D- TOMAR a decisão política de inverter o atual Modelo de Atenção à Saúde – que está voltado para privilegiar a assistência individual-curativa, para indução ao consumo de procedimentos ao apoio diagnóstico, exames clínico-laboratoriais, leitos hospitalares, sobretudo de longa duração, que beneficia e enriquece, dia após dia, o setor empresarial do complexo médico-industrial.
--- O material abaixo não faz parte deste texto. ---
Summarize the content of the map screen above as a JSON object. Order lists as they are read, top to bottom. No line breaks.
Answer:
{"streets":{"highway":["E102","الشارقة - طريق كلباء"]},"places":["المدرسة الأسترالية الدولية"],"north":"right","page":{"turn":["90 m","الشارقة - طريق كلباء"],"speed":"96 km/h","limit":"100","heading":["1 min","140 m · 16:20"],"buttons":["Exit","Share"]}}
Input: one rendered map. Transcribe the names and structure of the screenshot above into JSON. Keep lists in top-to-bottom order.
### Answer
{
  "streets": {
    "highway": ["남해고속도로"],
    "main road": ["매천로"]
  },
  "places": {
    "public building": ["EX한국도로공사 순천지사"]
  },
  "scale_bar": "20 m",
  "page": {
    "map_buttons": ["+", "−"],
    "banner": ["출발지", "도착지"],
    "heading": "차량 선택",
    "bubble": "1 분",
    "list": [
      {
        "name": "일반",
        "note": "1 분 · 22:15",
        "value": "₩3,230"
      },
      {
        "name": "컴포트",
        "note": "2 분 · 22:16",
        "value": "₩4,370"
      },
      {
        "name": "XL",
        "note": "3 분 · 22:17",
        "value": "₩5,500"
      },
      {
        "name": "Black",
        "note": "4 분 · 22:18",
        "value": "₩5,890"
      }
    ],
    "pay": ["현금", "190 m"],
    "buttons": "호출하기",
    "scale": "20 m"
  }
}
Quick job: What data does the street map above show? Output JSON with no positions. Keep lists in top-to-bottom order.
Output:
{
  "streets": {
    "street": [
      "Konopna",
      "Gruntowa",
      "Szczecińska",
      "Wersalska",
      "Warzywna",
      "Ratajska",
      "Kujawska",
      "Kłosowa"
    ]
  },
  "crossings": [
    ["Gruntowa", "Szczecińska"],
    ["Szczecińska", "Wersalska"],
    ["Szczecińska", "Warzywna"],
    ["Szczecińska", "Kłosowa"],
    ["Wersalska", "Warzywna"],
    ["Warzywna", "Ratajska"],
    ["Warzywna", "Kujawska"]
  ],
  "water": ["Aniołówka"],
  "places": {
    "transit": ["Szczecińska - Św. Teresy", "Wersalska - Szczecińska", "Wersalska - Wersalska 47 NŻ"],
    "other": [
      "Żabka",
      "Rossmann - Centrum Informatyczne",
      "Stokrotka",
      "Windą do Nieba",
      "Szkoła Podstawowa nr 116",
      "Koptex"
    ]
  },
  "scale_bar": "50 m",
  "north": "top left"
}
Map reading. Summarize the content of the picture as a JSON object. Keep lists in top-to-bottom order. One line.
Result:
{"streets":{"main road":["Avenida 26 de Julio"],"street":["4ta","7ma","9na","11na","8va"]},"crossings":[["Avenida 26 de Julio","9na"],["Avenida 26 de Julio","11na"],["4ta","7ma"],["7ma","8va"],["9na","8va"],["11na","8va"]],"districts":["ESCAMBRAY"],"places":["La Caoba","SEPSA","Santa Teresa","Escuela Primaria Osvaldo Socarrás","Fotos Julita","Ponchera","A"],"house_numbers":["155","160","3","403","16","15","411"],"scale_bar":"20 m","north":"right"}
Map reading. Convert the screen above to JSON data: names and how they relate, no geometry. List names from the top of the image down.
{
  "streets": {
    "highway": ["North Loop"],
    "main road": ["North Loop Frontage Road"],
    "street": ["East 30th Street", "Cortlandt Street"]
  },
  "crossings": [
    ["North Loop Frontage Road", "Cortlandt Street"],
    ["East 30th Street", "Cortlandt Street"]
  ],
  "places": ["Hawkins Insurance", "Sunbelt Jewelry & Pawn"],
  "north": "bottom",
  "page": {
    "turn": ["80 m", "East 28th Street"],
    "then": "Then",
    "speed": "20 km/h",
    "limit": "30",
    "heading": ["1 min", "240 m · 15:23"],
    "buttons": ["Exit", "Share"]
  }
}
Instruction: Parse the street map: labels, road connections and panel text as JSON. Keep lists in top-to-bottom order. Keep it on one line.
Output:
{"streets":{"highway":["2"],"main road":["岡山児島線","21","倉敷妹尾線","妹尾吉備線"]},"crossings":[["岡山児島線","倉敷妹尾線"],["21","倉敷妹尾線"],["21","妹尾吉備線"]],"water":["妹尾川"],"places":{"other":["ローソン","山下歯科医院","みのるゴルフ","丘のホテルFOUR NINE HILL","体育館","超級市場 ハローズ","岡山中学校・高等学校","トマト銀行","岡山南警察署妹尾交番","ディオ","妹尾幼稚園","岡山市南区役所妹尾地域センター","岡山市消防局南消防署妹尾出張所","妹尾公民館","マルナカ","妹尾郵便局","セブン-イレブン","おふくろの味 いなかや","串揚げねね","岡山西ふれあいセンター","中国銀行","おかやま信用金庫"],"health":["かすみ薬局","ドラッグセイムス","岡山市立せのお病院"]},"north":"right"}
Em direção contrária, é imperativo que se implante em todas as Regiões Administrativas as Estratégias de Agentes Comunitários e saúde da família (o que foi denominado - “Saúde em Casa”, para fortalecer a Atenção Básica e definir com clareza o perfil dos hospitais - em Rede Integrada, com isso, finalmente o SUS constitucional.
E- ABRIR mesa de negociação com os governos do Goiás, Minas Gerais e outros Estados da região para negociar o Ressarcimento à SES-DF pelos serviços prestados aos usuários, sobretudo daqueles que dispõem de planos privados de saúde.
F- FORTALECER os conselhos de saúde e, junto com eles, outras entidades do setor saúde (Universidades, Faculdades, Sindicatos), para debater os complexos desafios e conflitos que permeiam, décadas após décadas, o SUS no DF.
G - USAR do poder junto à bancada dos deputados federais (base de apoio), articulando, junto ao Governo Federal e ao Congresso, o fim da Emenda Constitucional 95, que congela os investimentos em saúde, educação e assistência social pelos próximos 20 anos. Aliás, ação do governo Temer e da bancada do MDB, partido do Governador. Os ajustes fiscais para as áreas essenciais ao desenvolvimento humano integrado, sustentável e saudável devem ser substituídos por alternativas à consolidação do SUS no DF, onde o mesmo seja verdadeiramente público, gratuito e de qualidade como reza a Constituição Federal.
Por essas e outras ações equivocadas, já sabemos o desfecho... Mais dores e mortes da nossa gente, enquanto rolam as negociatas e ameaças àqueles (as) que não colocam seus mandatos e valores à venda. Até porque os mandatos são delegações do povo, não vontades próprias.